◆ PROBLEM STATEMENT ◆
This exercise calls for a copy of every line in the listing below that carries the word "above".

◆ INPUT ◆
┄┄┄┄┄┄

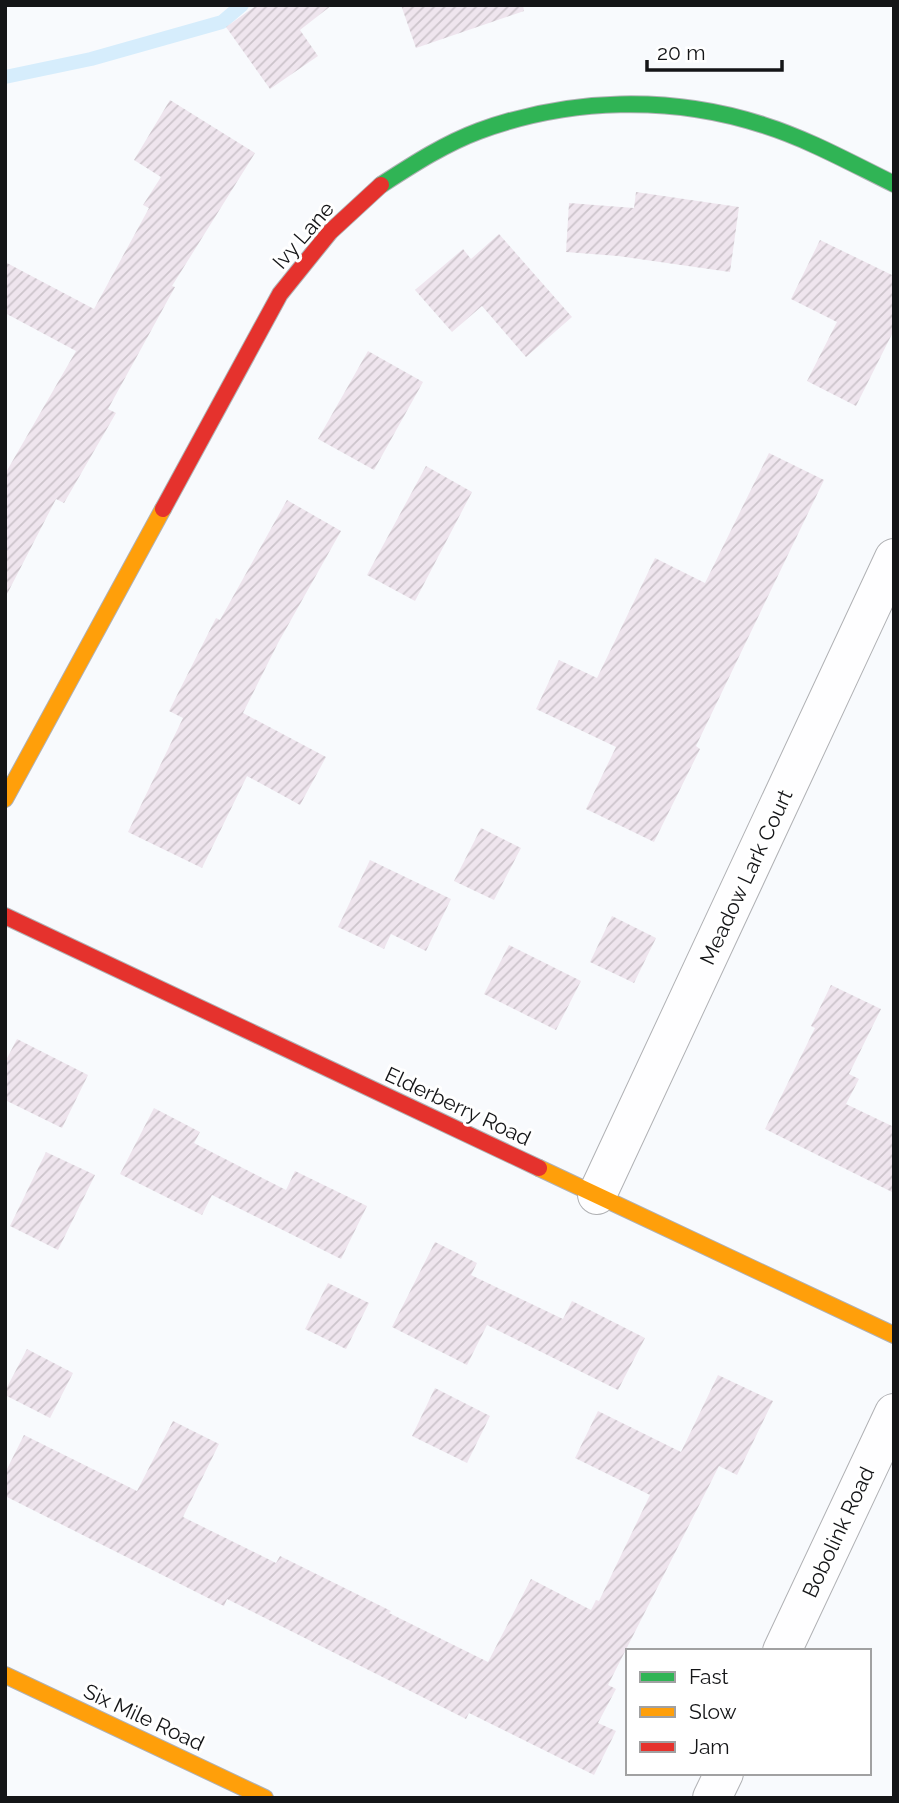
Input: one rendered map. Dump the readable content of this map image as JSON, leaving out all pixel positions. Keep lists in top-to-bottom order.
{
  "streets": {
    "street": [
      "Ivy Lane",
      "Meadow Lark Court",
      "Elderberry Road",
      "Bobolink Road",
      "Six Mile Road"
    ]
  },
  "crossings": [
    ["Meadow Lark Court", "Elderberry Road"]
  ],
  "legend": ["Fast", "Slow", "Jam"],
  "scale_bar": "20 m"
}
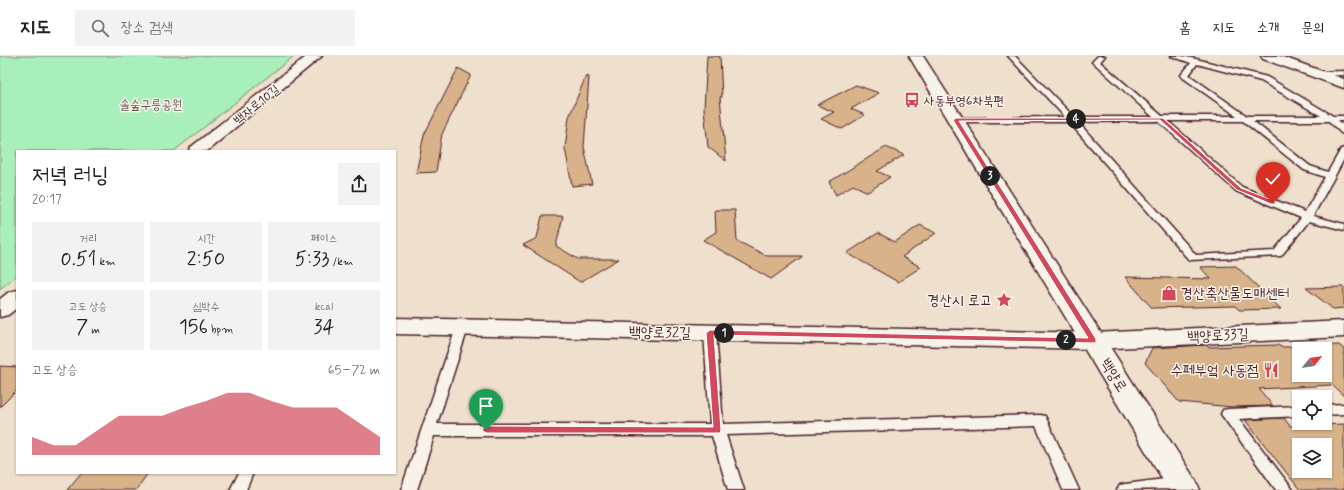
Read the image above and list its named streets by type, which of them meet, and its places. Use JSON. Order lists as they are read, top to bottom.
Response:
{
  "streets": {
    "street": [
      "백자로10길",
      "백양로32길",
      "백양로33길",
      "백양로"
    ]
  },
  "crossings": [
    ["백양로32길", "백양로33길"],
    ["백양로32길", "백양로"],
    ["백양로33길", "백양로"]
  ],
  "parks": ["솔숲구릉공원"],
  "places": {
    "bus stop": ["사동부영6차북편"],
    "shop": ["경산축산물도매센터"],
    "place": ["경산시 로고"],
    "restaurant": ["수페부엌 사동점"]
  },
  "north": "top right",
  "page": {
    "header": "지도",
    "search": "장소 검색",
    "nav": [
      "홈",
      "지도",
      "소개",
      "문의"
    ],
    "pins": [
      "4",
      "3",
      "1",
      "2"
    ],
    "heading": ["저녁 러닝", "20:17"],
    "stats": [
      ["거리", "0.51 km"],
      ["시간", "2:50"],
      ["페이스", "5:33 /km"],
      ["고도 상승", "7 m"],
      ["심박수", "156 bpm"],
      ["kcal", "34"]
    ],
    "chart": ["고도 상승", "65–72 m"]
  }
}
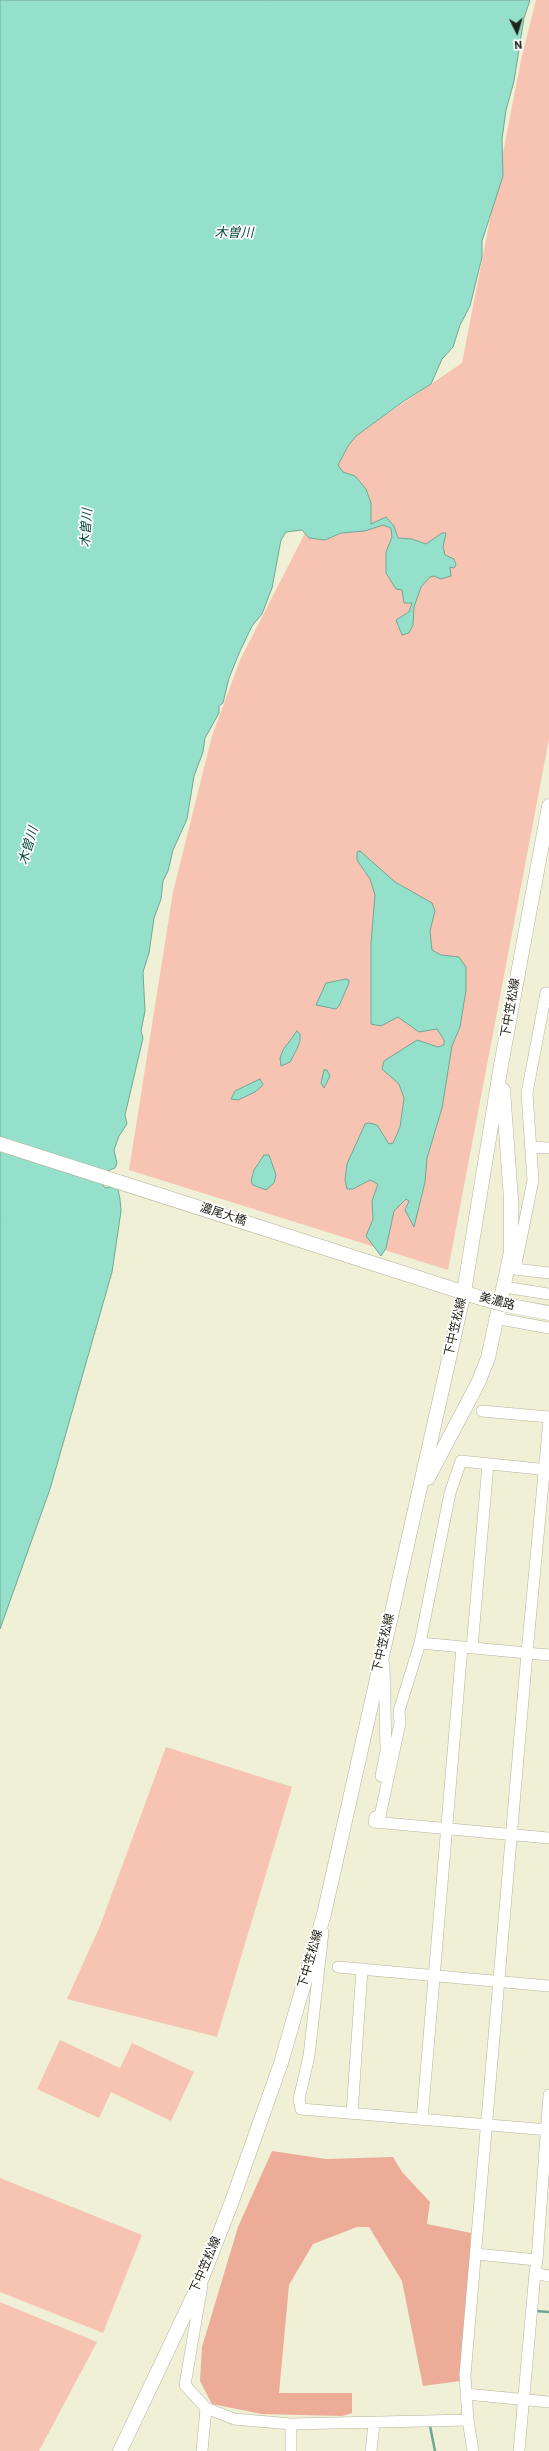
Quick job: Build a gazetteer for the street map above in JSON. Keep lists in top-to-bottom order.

┄┄┄┄┄┄

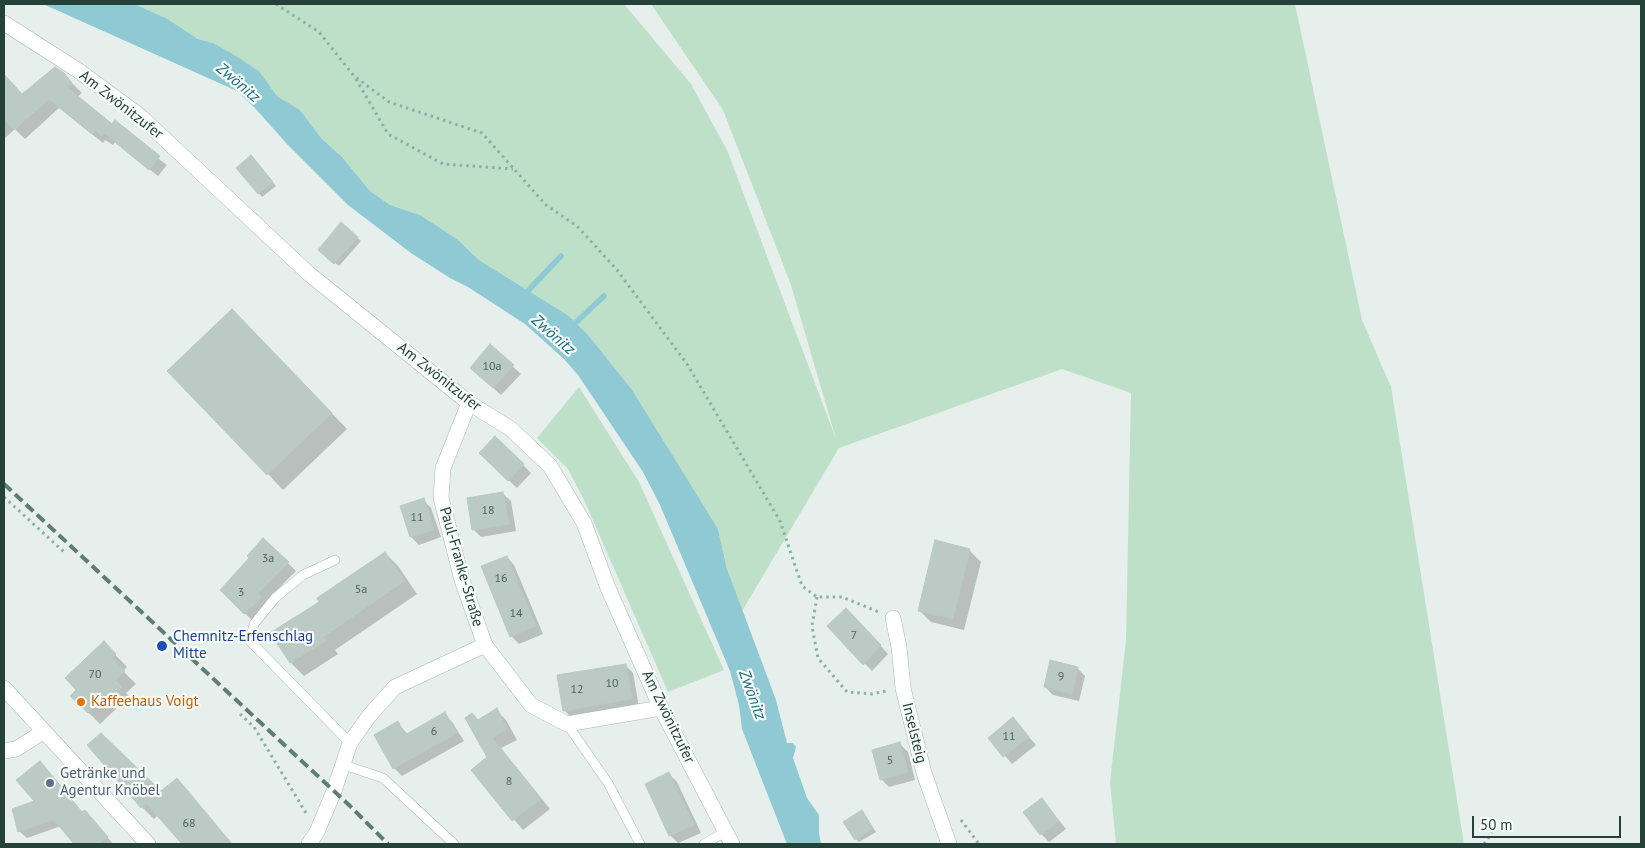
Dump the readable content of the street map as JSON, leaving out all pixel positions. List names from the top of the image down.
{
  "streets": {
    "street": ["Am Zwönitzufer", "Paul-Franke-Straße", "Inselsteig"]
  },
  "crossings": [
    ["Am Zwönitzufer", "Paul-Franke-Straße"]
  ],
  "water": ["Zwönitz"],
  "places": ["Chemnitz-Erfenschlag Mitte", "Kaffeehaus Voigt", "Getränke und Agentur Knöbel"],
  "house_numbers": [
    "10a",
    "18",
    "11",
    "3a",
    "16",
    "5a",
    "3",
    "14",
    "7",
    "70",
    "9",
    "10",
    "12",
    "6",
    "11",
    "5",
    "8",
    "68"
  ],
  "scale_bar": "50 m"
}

┄┄┄┄┄┄

◆ OUTPUT ◆
Read the image above and list its named streets by type, which of them meet, and its places. Use JSON. Order lists as they are read, top to bottom.
Quick job: Build a gazetteer for the street map above in JSON. Keep lists in top-to-bottom order.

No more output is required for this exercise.